The United States' reliance on private health insurers and medical providers sets it apart from the rest of the developed world, where government has a much heavier hand in health care.

Those who want to keep that independence should be strengthening the private sector's ability to deliver affordable coverage. Instead, the Trump administration is doing just the opposite. It is sabotaging the private insurance market, harming consumers in the process, as it escalates its death-by-1,000-cuts attack on the Affordable Care Act (ACA).

With insufficient congressional votes to repeal former President Barack Obama's signature law, the mission to unravel it has fallen to the president's appointees running key federal health agencies. They have weakened the law in myriad ways. Among them: pushing the sale of skimpy health plans that would siphon healthy people out of the insurance market and drive up the cost of comprehensive coverage for those who need it. Another strategy: shutting down the healthcare.gov website during peak times when consumers needed to access it to buy health insurance.

The latest targeting of the law gets into health policy weeds but merits a spotlight because it's a sneaky way to further undermine the private insurance market and, by extension, the ACA. On July 7, the federal Centers for Medicare and Medicaid Services abruptly announced that it plans to halt or delay $10.4 billion in "risk adjustment" payments between insurers selling plans in the individual health insurance market. This is where people who don't get coverage through an employer or a government program such as Medicare typically buy coverage.
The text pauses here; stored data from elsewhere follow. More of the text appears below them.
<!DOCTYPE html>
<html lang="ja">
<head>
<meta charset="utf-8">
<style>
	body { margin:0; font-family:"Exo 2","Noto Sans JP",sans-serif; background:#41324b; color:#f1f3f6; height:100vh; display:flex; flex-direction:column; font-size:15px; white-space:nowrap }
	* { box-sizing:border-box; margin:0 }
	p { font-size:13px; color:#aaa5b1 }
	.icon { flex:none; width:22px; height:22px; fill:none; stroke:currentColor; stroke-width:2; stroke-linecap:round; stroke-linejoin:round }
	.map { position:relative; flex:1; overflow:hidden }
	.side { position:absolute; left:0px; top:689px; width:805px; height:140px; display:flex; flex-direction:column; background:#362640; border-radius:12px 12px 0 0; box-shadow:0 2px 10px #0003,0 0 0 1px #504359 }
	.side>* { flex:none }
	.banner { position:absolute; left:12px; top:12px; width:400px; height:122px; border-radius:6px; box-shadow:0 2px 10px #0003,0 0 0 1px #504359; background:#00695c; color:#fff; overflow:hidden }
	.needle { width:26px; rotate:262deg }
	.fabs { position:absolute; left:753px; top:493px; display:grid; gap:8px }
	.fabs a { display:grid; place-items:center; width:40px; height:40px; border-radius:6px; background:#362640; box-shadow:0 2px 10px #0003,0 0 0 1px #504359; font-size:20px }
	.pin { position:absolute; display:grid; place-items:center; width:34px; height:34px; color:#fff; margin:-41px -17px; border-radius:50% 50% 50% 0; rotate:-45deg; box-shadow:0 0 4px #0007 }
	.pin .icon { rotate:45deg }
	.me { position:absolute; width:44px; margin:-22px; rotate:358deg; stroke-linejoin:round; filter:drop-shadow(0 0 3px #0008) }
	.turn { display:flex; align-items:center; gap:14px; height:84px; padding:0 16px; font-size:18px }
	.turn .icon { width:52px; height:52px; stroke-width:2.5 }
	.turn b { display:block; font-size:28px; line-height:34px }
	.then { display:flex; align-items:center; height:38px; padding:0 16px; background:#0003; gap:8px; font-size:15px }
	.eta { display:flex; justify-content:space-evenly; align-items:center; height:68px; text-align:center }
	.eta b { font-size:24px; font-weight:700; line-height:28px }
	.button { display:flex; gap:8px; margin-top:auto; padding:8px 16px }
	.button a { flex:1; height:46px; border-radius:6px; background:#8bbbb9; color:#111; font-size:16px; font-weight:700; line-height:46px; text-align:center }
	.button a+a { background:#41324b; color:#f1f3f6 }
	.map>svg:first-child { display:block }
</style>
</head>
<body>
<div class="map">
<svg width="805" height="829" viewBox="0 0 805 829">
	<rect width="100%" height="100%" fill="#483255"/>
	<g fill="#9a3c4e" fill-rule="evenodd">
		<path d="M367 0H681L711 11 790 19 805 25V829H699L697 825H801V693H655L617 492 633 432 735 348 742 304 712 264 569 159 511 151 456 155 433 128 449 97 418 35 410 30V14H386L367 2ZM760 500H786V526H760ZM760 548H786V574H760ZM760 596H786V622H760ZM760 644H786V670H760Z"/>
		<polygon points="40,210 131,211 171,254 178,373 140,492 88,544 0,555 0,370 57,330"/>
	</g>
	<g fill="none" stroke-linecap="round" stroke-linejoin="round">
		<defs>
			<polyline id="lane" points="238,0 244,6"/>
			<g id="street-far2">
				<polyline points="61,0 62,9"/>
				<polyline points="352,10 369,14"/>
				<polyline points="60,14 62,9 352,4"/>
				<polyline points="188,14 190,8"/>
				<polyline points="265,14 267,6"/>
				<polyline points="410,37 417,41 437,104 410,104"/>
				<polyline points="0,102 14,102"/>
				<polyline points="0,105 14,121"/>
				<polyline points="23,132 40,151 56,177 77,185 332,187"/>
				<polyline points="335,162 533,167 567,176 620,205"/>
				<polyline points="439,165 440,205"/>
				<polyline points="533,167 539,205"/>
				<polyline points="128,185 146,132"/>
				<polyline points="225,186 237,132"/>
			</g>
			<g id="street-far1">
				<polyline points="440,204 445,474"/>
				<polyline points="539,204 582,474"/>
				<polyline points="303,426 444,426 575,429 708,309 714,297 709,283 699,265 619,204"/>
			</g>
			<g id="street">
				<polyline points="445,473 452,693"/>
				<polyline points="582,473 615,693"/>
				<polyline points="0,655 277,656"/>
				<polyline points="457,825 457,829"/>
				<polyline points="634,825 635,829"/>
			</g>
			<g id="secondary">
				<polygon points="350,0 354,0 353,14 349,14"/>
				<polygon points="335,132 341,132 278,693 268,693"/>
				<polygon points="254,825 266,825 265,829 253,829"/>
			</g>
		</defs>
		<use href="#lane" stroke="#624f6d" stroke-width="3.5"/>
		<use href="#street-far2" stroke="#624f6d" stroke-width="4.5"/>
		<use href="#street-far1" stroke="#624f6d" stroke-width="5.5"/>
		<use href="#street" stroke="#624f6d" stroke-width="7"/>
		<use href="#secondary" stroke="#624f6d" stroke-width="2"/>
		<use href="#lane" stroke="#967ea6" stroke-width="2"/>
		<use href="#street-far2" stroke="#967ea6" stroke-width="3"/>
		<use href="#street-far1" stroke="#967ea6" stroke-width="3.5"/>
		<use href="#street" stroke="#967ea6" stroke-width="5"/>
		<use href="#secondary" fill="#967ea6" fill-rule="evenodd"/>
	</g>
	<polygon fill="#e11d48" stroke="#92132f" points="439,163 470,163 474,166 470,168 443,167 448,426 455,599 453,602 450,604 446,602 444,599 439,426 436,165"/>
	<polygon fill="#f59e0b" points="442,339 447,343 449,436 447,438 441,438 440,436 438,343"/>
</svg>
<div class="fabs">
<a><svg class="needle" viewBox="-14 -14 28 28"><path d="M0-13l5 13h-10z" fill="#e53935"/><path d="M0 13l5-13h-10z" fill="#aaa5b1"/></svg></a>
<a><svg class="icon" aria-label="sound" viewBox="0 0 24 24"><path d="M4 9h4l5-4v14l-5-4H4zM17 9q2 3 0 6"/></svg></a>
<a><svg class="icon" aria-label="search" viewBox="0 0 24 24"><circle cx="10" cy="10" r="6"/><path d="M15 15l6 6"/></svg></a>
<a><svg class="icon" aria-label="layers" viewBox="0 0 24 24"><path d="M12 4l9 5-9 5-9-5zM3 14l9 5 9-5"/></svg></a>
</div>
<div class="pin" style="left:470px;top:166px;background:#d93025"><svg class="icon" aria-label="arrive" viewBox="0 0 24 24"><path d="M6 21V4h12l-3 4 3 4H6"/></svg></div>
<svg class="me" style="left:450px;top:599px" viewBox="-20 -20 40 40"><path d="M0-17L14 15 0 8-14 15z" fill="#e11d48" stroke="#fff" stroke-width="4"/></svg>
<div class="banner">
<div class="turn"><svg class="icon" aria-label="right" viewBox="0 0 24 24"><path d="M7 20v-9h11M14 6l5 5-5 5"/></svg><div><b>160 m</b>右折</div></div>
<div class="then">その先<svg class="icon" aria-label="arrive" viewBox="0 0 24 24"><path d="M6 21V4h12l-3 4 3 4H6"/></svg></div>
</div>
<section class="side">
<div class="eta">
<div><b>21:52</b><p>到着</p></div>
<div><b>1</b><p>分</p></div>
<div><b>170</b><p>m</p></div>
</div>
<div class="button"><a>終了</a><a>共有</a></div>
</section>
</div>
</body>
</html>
The risk adjustment program, which doesn't use taxpayer dollars, is a long-established mechanism to spread risk and promote market stability. Health plans that wind up with healthier and less-expensive enrollees transfer funds to insurers with disproportionately sick and costly-to-care-for patients. Consumers benefit because this program helps keep premium prices down, discourages insurers from cherry-picking healthy customers and entices firms to compete in the small, volatile individual market.

Tinkering with these payments means that some insurers will not get the funds they were counting on, while others will get to keep money they would have paid out. The sums involved could be substantial, with three Minnesota insurers potentially taking a $71.7 million financial hit, according to Star Tribune reporter Chris Snowbeck's analysis. The trade industry group America's Health Insurance Plans has warned that halting the payments will "increase premiums" while "reducing coverage options.''

While federal officials have said that they had to suspend the risk adjustment program because of a court case, legal experts have criticized the move as unnecessary. Coming on the heels of other moves to destabilize the market, suspicion of the administration's motives is justified.

Federal officials did announce late Thursday measures that appear to somewhat soften the blow of their decision. Nevertheless, they've still added to insurers' uncertainty about market stability.

Unintended consequences should give pause to those working to weaken the ACA. If the individual insurance market becomes unworkable, alternatives will more than likely include heavier involvement by the government.

"Everything that Trump and the GOP do to undermine the ACA increases the chances of single-payer insurance,'' said Ezra Golberstein, a University of Minnesota associate professor in health policy and management. "Moderate Dems who like private-sector solutions will reasonably conclude they have no good-faith partners in the GOP who understand insurance markets."

Many, including ACA defenders, will view more government involvement as an improvement and embrace the chance to make it a reality. The ACA's critics will not, but when they've done everything possible to subvert the private sector's role in ACA reforms, they shouldn't wonder why that moment has come.